## What you need to do:
In the data below, which lines contain "Canario"? List them by copying each one.

## Provided records:
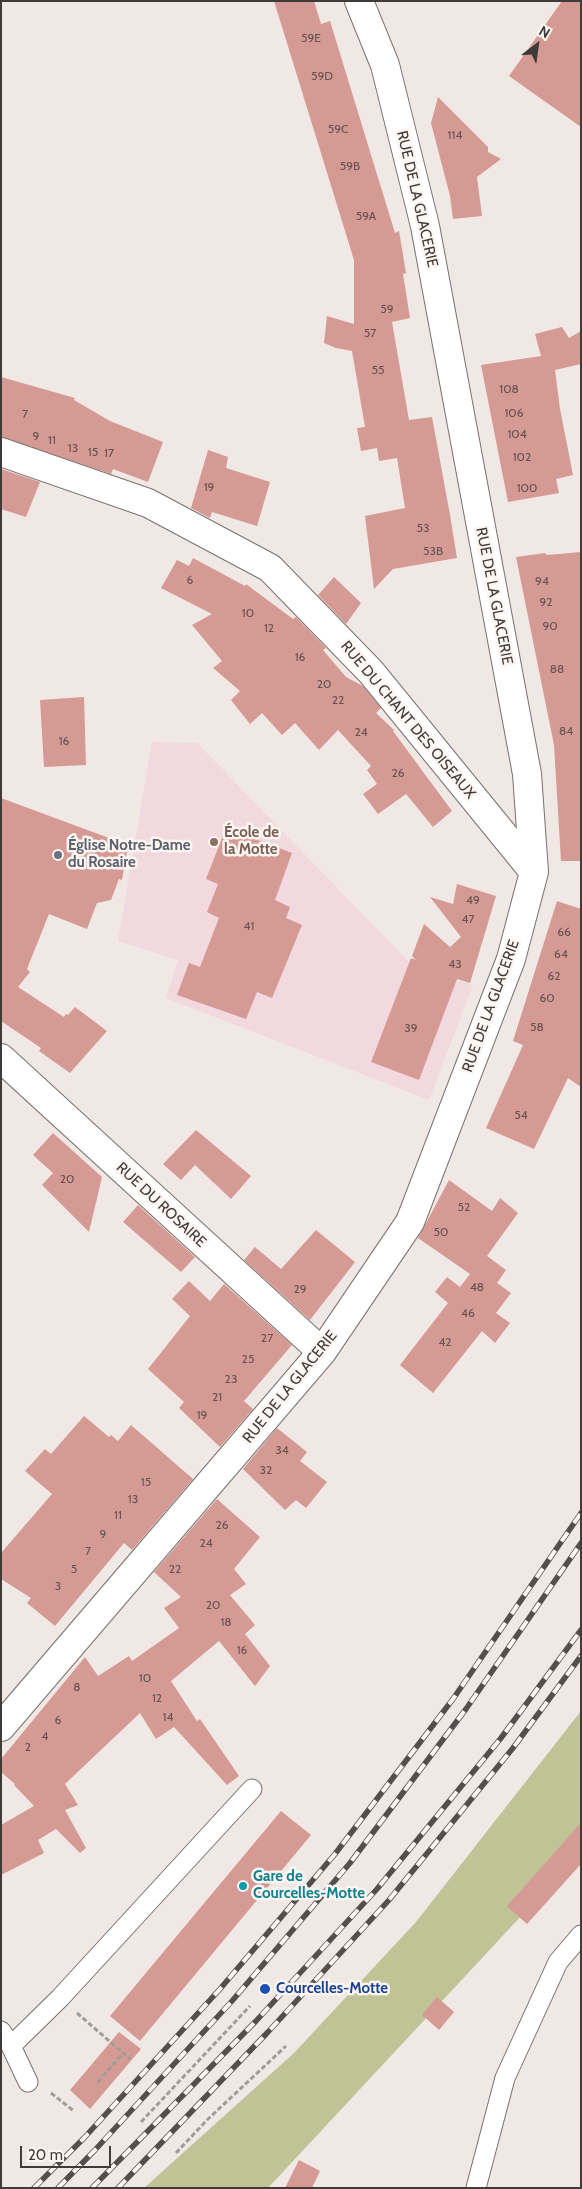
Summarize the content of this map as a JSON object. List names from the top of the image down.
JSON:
{
  "streets": {
    "street": ["RUE DE LA GLACERIE", "RUE DU CHANT DES OISEAUX", "RUE DU ROSAIRE"]
  },
  "crossings": [
    ["RUE DE LA GLACERIE", "RUE DU CHANT DES OISEAUX"],
    ["RUE DE LA GLACERIE", "RUE DU ROSAIRE"]
  ],
  "places": [
    "École de la Motte",
    "Église Notre-Dame du Rosaire",
    "Gare de Courcelles-Motte",
    "Courcelles-Motte"
  ],
  "house_numbers": [
    "59E",
    "59D",
    "59C",
    "114",
    "59B",
    "59A",
    "59",
    "57",
    "55",
    "108",
    "106",
    "7",
    "104",
    "9",
    "11",
    "13",
    "15",
    "17",
    "102",
    "19",
    "100",
    "53",
    "53B",
    "6",
    "94",
    "92",
    "10",
    "90",
    "12",
    "16",
    "88",
    "20",
    "22",
    "84",
    "24",
    "16",
    "26",
    "49",
    "47",
    "41",
    "66",
    "64",
    "43",
    "62",
    "60",
    "58",
    "39",
    "54",
    "20",
    "52",
    "50",
    "48",
    "29",
    "46",
    "27",
    "42",
    "25",
    "23",
    "21",
    "19",
    "34",
    "32",
    "15",
    "13",
    "11",
    "26",
    "9",
    "24",
    "7",
    "5",
    "22",
    "3",
    "20",
    "18",
    "16",
    "10",
    "8",
    "12",
    "14",
    "6",
    "4",
    "2"
  ],
  "scale_bar": "20 m",
  "north": "top right"
}
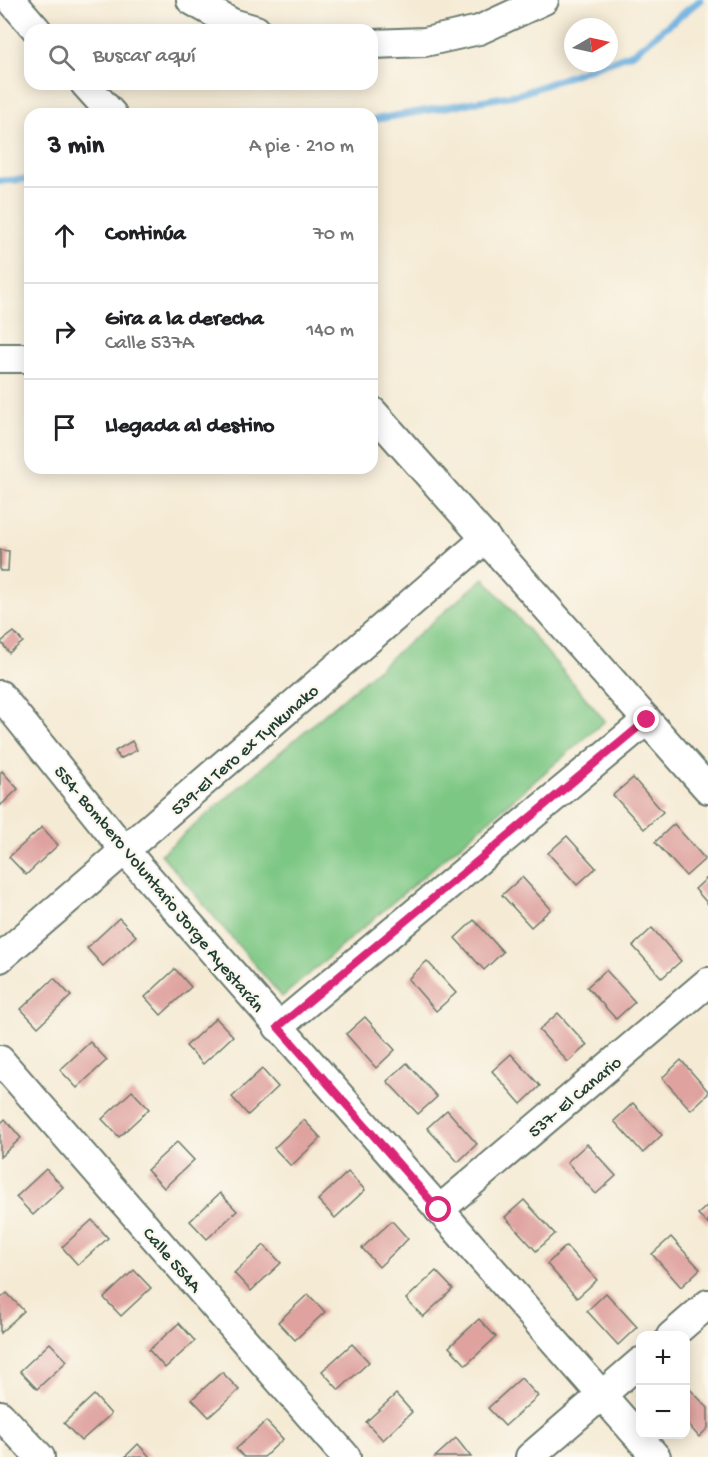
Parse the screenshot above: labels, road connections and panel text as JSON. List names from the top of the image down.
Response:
{
  "streets": {
    "street": [
      "539-El Tero ex Tynkunako",
      "554- Bombero Voluntario Jorge Ayestarán",
      "537- El Canario",
      "Calle 554A"
    ]
  },
  "crossings": [
    ["539-El Tero ex Tynkunako", "554- Bombero Voluntario Jorge Ayestarán"],
    ["554- Bombero Voluntario Jorge Ayestarán", "537- El Canario"]
  ],
  "north": "right",
  "page": {
    "search": "Buscar aquí",
    "heading": ["3 min", "A pie · 210 m"],
    "list": [
      ["Continúa", "70 m"],
      ["Gira a la derecha", "Calle 537A", "140 m"],
      "Llegada al destino"
    ],
    "map_buttons": ["+", "−"]
  }
}
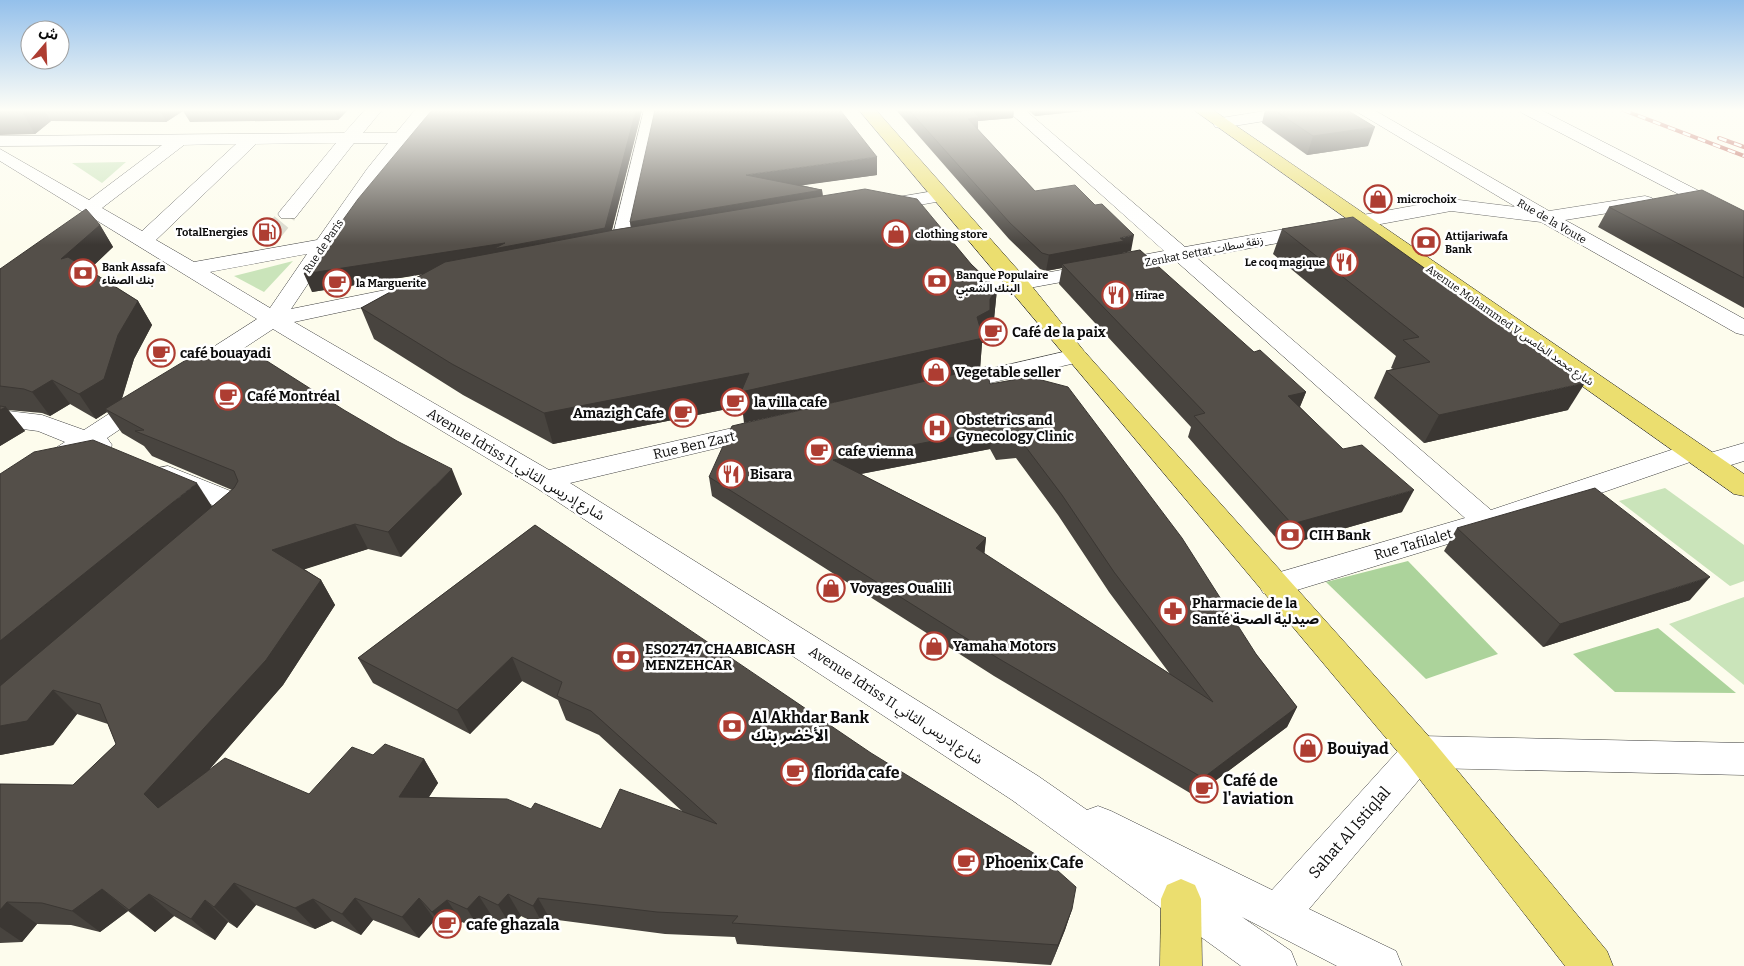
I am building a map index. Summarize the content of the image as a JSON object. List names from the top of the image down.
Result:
{
  "streets": {
    "main road": ["Avenue Mohammed V شارع محمد الخامس"],
    "street": [
      "Rue de la Voute",
      "Rue de Paris",
      "Zenkat Settat زنقة سطات",
      "Rue Ben Zart",
      "Avenue Idriss II شارع إدريس الثاني",
      "Rue Tafilalet",
      "Sahat Al Istiqlal"
    ]
  },
  "crossings": [
    ["Rue de la Voute", "Zenkat Settat زنقة سطات"],
    ["Rue de Paris", "Avenue Idriss II شارع إدريس الثاني"],
    ["Zenkat Settat زنقة سطات", "Avenue Mohammed V شارع محمد الخامس"],
    ["Avenue Mohammed V شارع محمد الخامس", "Rue Tafilalet"],
    ["Rue Ben Zart", "Avenue Idriss II شارع إدريس الثاني"],
    ["Avenue Idriss II شارع إدريس الثاني", "Sahat Al Istiqlal"]
  ],
  "places": {
    "shop": [
      "microchoix",
      "clothing store",
      "Vegetable seller",
      "Voyages Oualili",
      "Yamaha Motors",
      "Bouiyad"
    ],
    "fuel station": ["TotalEnergies"],
    "bank": [
      "Attijariwafa Bank",
      "Bank Assafa بنك الصفاء",
      "Banque Populaire البنك الشعبي",
      "CIH Bank",
      "ES02747 CHAABICASH MENZEHCAR",
      "Al Akhdar Bank الأخضر بنك"
    ],
    "restaurant": ["Le coq magique", "Hirae", "Bisara"],
    "cafe": [
      "la Marguerite",
      "Café de la paix",
      "café bouayadi",
      "Café Montréal",
      "la villa cafe",
      "Amazigh Cafe",
      "cafe vienna",
      "florida cafe",
      "Café de l'aviation",
      "Phoenix Cafe",
      "cafe ghazala"
    ],
    "hospital": ["Obstetrics and Gynecology Clinic"],
    "pharmacy": ["Pharmacie de la Santé صيدلية الصحة"]
  },
  "north": "top"
}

## Answer space:
      "537- El Canario",
    ["554- Bombero Voluntario Jorge Ayestarán", "537- El Canario"]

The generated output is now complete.